▶ _Exercise brief_
Select and copy out every line in the records containing "Summarize".

[Stored data]
■ ■ ■

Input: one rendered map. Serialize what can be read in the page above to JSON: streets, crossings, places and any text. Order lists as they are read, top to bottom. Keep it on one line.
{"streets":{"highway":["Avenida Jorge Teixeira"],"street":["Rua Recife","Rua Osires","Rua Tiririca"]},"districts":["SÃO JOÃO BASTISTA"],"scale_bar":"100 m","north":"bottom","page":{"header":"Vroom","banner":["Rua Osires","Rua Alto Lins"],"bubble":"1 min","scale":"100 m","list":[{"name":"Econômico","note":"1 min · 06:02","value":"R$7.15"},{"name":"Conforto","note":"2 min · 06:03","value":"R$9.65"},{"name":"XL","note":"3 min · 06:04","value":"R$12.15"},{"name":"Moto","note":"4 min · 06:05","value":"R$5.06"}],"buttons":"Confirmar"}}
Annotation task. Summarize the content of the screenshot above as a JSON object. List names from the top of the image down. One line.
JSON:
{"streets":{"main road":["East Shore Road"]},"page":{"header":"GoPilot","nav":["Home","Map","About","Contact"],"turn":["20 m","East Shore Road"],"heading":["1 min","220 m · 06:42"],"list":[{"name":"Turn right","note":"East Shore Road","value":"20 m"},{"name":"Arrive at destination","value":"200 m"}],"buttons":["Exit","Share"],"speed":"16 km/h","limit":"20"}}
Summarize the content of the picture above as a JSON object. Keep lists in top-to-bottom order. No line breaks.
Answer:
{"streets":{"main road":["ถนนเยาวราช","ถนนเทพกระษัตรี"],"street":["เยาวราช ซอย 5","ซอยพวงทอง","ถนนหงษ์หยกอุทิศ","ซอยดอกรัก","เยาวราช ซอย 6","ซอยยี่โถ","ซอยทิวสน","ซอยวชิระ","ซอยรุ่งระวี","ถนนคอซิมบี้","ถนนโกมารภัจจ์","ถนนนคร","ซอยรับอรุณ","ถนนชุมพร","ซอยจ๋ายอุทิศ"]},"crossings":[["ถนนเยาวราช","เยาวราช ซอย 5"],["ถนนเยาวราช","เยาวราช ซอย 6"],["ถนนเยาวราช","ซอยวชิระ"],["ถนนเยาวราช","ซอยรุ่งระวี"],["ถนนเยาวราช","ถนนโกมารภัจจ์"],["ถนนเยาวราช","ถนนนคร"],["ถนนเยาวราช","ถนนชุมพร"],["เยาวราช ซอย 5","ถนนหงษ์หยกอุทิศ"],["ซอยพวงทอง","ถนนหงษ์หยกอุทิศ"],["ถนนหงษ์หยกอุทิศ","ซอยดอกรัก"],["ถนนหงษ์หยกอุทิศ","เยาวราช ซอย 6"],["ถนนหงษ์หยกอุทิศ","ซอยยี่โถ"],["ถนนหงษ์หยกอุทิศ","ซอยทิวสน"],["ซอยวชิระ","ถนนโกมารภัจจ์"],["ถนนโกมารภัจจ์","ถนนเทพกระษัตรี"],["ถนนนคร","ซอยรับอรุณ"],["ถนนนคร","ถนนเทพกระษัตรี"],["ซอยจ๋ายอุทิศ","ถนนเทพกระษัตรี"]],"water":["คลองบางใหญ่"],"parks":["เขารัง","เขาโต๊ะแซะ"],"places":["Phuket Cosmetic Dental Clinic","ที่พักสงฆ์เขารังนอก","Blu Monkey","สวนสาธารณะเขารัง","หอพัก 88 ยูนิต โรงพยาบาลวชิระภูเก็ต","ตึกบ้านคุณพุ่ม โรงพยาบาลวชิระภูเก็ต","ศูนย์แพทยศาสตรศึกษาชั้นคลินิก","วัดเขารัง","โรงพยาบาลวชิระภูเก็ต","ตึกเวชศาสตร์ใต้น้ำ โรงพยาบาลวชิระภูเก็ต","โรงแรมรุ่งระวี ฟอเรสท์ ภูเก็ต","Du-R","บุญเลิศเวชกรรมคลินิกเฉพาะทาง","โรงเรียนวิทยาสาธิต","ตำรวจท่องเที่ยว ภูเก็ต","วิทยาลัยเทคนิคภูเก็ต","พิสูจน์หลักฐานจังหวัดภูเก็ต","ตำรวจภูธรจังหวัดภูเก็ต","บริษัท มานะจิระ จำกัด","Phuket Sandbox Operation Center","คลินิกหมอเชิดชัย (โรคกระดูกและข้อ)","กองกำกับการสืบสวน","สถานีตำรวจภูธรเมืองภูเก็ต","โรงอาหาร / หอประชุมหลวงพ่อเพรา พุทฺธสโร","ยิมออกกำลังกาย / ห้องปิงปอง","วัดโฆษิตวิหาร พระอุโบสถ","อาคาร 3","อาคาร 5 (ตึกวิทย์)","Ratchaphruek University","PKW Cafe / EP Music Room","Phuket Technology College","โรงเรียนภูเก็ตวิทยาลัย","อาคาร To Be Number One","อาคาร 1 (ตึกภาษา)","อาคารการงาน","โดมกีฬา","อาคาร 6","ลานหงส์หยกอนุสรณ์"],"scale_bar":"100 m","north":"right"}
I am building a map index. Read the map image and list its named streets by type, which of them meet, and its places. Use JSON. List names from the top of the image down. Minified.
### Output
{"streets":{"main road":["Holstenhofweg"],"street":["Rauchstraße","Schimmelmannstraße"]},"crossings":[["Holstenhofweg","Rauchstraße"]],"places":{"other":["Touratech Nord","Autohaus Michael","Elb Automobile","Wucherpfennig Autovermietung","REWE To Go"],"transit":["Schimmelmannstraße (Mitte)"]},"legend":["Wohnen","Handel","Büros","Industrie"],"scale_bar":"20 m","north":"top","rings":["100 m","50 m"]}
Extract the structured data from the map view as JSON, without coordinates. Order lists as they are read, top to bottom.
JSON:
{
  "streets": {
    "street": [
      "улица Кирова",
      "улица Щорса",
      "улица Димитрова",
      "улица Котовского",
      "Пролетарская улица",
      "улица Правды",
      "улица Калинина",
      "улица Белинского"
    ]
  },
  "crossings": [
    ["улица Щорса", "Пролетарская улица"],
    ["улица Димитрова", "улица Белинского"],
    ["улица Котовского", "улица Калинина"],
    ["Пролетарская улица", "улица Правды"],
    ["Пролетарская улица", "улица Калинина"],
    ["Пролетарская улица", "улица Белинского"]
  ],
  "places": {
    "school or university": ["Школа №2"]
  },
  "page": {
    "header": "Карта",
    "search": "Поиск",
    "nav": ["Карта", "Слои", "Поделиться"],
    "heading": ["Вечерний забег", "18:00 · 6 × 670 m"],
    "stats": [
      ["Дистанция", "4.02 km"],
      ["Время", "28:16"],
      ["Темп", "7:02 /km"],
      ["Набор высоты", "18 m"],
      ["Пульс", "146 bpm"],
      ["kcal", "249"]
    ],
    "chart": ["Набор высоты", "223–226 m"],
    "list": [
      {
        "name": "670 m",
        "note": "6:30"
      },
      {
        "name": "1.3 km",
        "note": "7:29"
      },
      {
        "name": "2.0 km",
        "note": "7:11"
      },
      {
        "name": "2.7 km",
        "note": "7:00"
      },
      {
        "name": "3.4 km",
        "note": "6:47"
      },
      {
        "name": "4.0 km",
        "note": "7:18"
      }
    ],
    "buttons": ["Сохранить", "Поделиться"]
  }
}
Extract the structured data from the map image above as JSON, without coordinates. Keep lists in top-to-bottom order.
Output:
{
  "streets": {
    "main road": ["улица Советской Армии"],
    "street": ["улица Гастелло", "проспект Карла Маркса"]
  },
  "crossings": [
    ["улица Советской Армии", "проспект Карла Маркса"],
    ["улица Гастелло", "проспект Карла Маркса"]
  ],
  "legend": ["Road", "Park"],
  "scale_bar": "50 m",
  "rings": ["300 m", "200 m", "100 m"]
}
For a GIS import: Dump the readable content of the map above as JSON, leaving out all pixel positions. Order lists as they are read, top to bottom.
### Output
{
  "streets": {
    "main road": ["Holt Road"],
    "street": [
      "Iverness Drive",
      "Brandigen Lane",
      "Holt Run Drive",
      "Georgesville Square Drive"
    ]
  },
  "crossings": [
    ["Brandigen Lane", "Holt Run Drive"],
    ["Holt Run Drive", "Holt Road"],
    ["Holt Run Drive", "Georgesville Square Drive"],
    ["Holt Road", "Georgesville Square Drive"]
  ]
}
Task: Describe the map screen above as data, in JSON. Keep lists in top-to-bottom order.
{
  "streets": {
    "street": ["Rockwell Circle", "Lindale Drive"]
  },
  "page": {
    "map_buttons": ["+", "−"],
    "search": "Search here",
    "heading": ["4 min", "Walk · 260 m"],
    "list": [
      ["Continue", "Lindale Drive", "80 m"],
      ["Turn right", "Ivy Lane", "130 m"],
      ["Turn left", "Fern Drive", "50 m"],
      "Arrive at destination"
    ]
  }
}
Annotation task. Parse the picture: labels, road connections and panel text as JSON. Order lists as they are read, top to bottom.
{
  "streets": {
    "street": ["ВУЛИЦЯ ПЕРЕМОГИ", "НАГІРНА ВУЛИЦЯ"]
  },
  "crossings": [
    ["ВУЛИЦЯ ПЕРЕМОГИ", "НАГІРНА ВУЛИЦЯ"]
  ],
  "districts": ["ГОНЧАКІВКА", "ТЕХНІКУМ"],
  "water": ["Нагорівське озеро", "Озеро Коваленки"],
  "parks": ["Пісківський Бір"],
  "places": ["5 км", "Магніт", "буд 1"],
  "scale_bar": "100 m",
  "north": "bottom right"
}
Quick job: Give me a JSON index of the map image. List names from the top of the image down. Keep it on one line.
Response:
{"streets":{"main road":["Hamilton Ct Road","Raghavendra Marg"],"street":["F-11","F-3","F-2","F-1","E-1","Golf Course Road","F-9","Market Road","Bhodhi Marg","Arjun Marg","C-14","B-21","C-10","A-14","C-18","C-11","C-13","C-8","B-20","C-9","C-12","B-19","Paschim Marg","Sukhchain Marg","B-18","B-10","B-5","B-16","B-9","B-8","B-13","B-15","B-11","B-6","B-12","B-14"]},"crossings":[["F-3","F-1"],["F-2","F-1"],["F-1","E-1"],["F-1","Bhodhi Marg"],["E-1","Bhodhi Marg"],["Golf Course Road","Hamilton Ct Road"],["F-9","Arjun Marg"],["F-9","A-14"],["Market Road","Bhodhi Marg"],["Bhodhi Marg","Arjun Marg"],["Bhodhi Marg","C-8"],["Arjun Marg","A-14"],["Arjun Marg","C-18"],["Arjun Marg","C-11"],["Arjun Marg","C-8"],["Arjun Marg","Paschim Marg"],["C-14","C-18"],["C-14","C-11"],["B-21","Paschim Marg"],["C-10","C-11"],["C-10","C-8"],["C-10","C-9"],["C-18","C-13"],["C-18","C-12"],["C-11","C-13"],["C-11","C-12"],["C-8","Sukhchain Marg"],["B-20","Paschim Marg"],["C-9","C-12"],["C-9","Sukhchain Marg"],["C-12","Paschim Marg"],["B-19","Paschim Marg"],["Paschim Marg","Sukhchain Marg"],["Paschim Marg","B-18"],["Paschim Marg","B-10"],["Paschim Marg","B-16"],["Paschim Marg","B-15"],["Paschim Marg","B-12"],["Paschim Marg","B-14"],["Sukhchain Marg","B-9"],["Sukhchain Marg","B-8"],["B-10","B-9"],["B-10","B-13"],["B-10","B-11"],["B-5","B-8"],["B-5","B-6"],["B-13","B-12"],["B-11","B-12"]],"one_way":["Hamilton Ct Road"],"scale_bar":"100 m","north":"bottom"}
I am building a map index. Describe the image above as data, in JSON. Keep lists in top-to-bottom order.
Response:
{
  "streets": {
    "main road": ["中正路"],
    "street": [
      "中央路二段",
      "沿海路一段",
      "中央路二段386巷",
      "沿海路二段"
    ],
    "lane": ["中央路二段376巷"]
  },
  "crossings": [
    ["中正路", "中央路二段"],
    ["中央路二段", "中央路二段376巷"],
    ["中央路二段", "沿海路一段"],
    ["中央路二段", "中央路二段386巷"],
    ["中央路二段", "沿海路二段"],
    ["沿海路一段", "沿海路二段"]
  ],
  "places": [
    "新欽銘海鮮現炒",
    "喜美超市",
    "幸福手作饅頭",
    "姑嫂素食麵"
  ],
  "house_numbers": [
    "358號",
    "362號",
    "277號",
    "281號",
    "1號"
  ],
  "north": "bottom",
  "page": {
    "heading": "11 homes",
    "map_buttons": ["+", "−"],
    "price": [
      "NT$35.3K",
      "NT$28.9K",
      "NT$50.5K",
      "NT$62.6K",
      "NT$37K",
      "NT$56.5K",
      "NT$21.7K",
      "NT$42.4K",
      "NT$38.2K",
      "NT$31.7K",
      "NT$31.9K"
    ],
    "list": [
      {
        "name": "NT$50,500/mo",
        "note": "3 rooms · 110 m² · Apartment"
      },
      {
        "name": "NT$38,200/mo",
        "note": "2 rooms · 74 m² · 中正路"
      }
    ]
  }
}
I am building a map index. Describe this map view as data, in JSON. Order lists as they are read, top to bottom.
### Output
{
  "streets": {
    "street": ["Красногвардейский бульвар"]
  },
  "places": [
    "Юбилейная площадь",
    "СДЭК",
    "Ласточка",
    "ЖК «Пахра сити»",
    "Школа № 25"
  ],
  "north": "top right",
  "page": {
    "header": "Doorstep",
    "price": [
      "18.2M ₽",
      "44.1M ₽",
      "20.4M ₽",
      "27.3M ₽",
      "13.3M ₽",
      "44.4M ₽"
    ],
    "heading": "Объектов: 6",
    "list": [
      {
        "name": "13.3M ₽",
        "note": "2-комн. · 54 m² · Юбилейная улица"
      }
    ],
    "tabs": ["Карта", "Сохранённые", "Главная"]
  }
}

■ ■ ■

▶ _Output for this exercise_
Annotation task. Summarize the content of the screenshot above as a JSON object. List names from the top of the image down. One line.
Summarize the content of the picture above as a JSON object. Keep lists in top-to-bottom order. No line breaks.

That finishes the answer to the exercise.